The Terezín Commemoration is always preceded by an act of remembrance at the former execution ground in the Gestapo Police Prison in the Small Fortress, held in honour of the victims of the last wartime execution, just before the end of the war, on 2 May 1945. The event is also dedicated to all other victims of this infamous repressive facility.

However, acts of remembrance are also held to honour the victims of the other totalitarian regime that ruled the country for several decades. Symbolic in this regard is Dr Milada Horáková, a leading democratic politician jailed in the Gestapo Police Prison during the war. As soon as the war ended, Horáková joined the struggle for the future orientation of Czechoslovakia; soon after the Communist dictatorship came to power, she was sentenced to death in a politically motivated show trial and executed. A commemoration is held in the Milada Horáková Memorial Hall in the Small Fortress every year in June to mark the anniversary of her execution. This event is organised in conjunction with the Confederation of Political Prisoners.

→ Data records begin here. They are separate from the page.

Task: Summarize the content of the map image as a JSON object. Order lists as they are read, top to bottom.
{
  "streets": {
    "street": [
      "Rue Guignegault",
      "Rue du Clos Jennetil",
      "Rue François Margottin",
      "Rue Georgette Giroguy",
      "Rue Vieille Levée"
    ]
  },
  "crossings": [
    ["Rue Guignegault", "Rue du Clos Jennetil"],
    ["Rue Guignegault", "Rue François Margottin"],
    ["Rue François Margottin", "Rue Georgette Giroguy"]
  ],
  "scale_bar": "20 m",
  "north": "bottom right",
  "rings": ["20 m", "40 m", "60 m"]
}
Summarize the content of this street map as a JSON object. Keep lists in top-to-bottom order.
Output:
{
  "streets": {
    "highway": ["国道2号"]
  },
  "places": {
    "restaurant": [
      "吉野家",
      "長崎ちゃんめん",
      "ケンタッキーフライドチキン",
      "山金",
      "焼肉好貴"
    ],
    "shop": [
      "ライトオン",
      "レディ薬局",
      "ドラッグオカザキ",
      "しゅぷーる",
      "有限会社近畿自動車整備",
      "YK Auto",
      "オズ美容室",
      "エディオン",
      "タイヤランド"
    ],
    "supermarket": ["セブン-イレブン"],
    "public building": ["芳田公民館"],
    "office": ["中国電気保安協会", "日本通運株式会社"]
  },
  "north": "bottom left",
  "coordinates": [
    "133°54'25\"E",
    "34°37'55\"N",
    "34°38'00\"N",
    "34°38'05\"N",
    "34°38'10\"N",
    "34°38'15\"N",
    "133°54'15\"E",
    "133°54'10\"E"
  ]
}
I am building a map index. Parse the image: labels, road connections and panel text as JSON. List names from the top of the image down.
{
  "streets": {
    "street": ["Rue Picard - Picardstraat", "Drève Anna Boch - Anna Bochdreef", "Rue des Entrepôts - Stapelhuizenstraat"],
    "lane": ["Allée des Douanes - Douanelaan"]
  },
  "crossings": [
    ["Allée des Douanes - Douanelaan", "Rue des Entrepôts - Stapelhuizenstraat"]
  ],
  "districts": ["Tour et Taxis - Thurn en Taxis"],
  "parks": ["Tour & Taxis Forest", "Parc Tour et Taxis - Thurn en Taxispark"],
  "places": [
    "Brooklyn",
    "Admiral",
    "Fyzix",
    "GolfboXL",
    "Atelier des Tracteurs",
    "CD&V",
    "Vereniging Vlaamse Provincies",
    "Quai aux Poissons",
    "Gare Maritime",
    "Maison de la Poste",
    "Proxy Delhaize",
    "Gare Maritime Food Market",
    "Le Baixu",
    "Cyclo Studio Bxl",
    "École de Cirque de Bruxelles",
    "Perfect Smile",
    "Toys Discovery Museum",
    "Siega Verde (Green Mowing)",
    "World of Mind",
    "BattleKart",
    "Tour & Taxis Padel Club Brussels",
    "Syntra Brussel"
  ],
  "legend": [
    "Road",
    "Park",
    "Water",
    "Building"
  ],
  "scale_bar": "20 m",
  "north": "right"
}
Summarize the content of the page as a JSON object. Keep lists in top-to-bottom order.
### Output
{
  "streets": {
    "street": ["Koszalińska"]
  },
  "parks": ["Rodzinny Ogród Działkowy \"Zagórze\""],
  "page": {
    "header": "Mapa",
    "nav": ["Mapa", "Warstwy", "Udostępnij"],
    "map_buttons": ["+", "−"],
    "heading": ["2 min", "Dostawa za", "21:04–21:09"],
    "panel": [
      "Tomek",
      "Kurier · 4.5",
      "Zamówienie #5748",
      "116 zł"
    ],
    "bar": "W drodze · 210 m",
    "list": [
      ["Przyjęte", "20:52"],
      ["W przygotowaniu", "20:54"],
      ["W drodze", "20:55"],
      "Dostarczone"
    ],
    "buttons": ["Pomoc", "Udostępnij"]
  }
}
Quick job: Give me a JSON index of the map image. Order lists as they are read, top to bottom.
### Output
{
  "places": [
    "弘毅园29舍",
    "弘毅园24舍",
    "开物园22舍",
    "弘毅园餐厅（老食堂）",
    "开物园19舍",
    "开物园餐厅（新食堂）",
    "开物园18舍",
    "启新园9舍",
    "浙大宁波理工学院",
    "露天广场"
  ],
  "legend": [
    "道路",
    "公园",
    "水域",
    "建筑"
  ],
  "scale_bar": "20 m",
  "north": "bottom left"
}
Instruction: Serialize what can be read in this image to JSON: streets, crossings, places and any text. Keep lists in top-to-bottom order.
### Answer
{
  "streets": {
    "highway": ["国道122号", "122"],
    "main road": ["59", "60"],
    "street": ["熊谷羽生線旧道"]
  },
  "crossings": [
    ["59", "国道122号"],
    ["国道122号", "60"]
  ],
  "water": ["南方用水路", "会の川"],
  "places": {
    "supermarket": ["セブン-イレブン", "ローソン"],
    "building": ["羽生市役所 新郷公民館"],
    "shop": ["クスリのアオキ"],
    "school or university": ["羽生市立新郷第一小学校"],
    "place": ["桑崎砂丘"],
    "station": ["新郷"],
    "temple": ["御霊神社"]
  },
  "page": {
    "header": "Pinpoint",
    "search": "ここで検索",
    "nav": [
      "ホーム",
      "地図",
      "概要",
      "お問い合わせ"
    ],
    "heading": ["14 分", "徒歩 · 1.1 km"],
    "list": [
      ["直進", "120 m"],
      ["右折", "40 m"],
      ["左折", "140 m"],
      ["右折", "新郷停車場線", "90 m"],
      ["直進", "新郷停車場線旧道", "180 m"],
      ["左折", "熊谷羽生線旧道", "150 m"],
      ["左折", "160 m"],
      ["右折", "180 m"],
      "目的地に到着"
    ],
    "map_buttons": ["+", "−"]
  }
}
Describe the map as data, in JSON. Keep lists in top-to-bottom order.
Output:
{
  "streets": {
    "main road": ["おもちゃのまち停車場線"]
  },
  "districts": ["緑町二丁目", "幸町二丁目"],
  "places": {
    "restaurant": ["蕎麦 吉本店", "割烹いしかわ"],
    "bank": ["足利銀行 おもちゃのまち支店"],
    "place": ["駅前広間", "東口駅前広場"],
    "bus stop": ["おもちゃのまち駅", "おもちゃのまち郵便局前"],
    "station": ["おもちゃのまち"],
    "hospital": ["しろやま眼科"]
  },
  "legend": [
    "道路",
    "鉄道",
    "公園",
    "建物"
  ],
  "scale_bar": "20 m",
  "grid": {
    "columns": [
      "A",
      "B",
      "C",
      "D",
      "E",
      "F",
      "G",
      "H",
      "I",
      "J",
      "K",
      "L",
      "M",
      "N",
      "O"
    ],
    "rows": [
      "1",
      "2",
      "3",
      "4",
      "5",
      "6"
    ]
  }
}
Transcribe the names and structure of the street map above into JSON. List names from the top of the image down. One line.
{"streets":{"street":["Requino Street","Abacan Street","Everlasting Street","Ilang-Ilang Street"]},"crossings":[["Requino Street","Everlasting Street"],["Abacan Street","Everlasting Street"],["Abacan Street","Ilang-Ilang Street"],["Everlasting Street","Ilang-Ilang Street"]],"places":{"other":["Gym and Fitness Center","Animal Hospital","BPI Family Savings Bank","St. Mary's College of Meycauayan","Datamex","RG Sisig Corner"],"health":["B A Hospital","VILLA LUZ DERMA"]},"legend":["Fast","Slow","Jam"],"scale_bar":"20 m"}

In the research sector in general, the Terezín Memorial expanded the processing of documents from the domestic and foreign archives, as well as recollections of survivors, plus the research results gained by the Memorial’s partner organisations and individuals. Collection items kept by the Terezín Memorial have been systematically digitised and an increasing amount of its files has successively been made available to researchers and the general public on the Memorial’s website, together with search engines for databases of former inmates. In addition to the Department of History, other specialised sections of the Terezín Memorial, namely the Department of Collections and the Department of Documentation, have been participated in implementing this project. Through these activities, the Terezín Memorial has definitely contributed to modern historiography, museology and education. Making such data available to the public also helps to educate adults and younger generations, thereby preventing the falsification of history, the denial of historical facts such as the genocide of the Jews and the phenomena of neo-Nazism, xenophobia and racial intolerance.

Participants of the teachers training seminar organized every year under the title “Holocaust in Education”.

The activities of the Terezín Memorial maintain a permanent emphasis on the memory of the Holocaust today. Interest is great and many young people are discovering more about this earlier unknown chapter of the history of their country. Some are even discovering their Jewish roots after a long period of forced assimilation. The number of Czech visitors to the Terezín Memorial has been increasing faster than that of foreigners. We hope that this positive attitude of the Czech population will grow as a result of new education and media influence. However, racism is still a problem in our country. It is connected mainly with the situation of the Roma minority, but there are also those who deny the Holocaust. Learning from the memory of the Holocaust therefore remains important not only for the memory of the victims, but also for education about democracy and the danger of racism.